Bisogna fare appello a tutte le proprie risorse psicologiche per trasformare un problema in un’opportunità di crescita.

“Arrivano persone completamente invase dal mondo emotivo, con un carico di ansia e dolore che impedisce loro di intraprendere una terapia psicologica – continua la Dumit.

Cerchiamo di infondere alle coppie in difficoltà il valore che il progetto del figlio non diventi l’unico della propria vita.

La situazione è più difficile quando la donna ha un progetto di maternità totalizzante: in questi casi è fondamentale comprendere (non in senso cognitivo) che le uniche risorse per superare il dolore sono dentro di te e all’interno della coppia”.

Risorse psicologiche cui fare appello

Quali sono le risorse a cui fare appello per superare la diagnosi di sterilità? O per affrontare la fecondazione assistita, con la consapevolezza che possa non portare a un buon esito (la percentuale è del 20%).

“Innanzi tutto è importante accettare ciò che sta succedendo – dice l’esperta.

In seconda istanza, comprendere profondamente che esiste la possibilità di attivare altri progetti, al di là di quello genitoriale; cercare di investire su altre cose della vita che non sono da considerarsi meno importanti.

La frustrazione, il senso di impotenza fa sì che ci troviamo di fronte a persone che hanno bisogno di aiuto concreto. È la coppia che deve essere aiutata, non la donna presa singolarmente”. Perchè il disagio riguarda entrambi.

Cos’ha di diverso il supporto psicologico alle coppie in difficoltà rispetto ad altri percorsi psicoterapeutici?

“Il fatto di far comprendere alla coppia che nella fecondazione assistita, gli esseri umani possono fare di tutto e sottoporsi a tutto, ma poi è la natura che decide – spiega la Dottoressa Dumit

Per esperienza, le donne combattive, intraprendenti e molto attive sono quelle che reagiscono peggio alla notizia. Non è difficile che dicano “Com’è possibile che faccio tutte le cure possibili e immaginabili e non ottengo risultati?

E se il risultato è stato negativo bisogna aiutare la donna ad elaborare il lutto di quel progetto. Ogni impianto non riuscito è come un figlio non nato. Per non parlare del confronto con la società, che subissa la coppia di domande: “questa volta è andata male, ma la la prossima?” Tutte ansie difficili da affrontare, anche perchè, dal punto di vista sociale, la fecondazione assistita non riconosce il bisogno di soffrire. Assurdo, ma è così.

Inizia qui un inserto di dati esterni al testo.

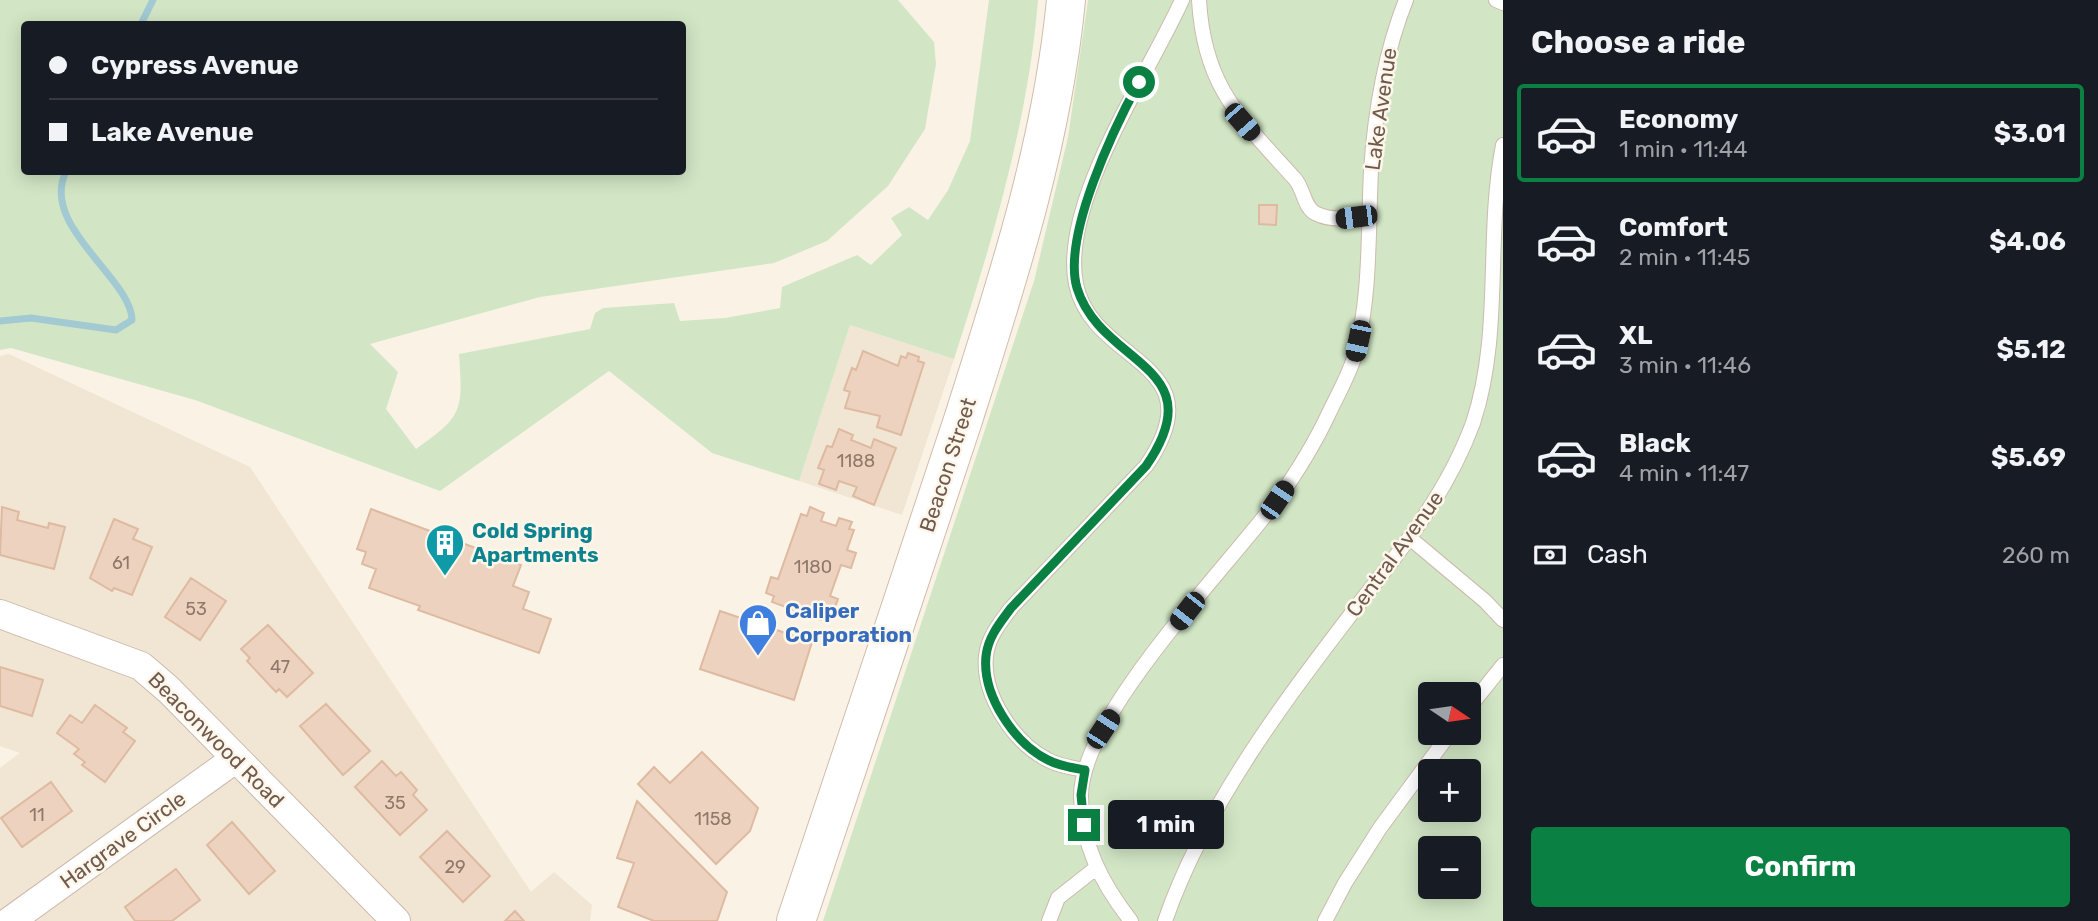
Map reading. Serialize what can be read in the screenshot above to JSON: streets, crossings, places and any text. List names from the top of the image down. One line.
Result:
{"streets":{"main road":["Beacon Street"],"street":["Beaconwood Road","Hargrave Circle"],"lane":["Lake Avenue","Central Avenue"]},"crossings":[["Beaconwood Road","Hargrave Circle"]],"places":{"building":["Cold Spring Apartments"],"shop":["Caliper Corporation"]},"house_numbers":["1188","61","1180","53","47","35","11","1158","29"],"north":"right","page":{"heading":"Choose a ride","banner":["Cypress Avenue","Lake Avenue"],"list":[{"name":"Economy","note":"1 min · 11:44","value":"$3.01"},{"name":"Comfort","note":"2 min · 11:45","value":"$4.06"},{"name":"XL","note":"3 min · 11:46","value":"$5.12"},{"name":"Black","note":"4 min · 11:47","value":"$5.69"}],"pay":["Cash","260 m"],"map_buttons":["+","−"],"bubble":"1 min","buttons":"Confirm"}}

Per superare l’infertilità un’altra cosa importante è la condivisione del disagio con altre coppie che stanno vivendo la situazione.

È molto importante attivare la speranza di potercela fare e non avere paura. Ecco che spesso si fa terapia di gruppo.
“Ai fini del superamento della diagnosi, è molto deleterio il fatto che le donne si isolino, vergognandosi della loro infertilità come se fosse una colpa: confrontarsi con altre donne aiuta a capire, per esempio, che è comprensibile il fastidio che si prova nel guardare i figli degli altri” – asserisce convinta la dottoressa Dumit.

Il gruppo invece è una sfida a dire a se stesse che ce la si può fare. Si può reagire.

Ma alla fine le coppie ce la fanno?

“Fortunatamente sì – risponde raggiante la psicologa clinica – perché vanno oltre. Elaborano il lutto e si dedicano ad altri progetti edificanti. Comprendono che la vita non finisce perché non hanno avuto un figlio. Tante coppie così ricorrono all’adozione.

Il dolore di non aver potuto procreare resta, ma si attenua, perchè chi ha lavorato su se stesso, ha ridimensionato, capito e accettato.

Non è un percorso facile: la difficoltà emotiva c’è, dato che la donna, l’uomo, la coppia è coinvolta in un profondo cambiamento.

E, come tutti i cambiamenti della nostra vita, lasciano un segno, perchè costringe a confrontarsi con le propria fragilità” – conclude la psicologa clinica Emilse Dumit di Gynepro, Centro di Fecondazione Medicalmente Assistita di Bologna.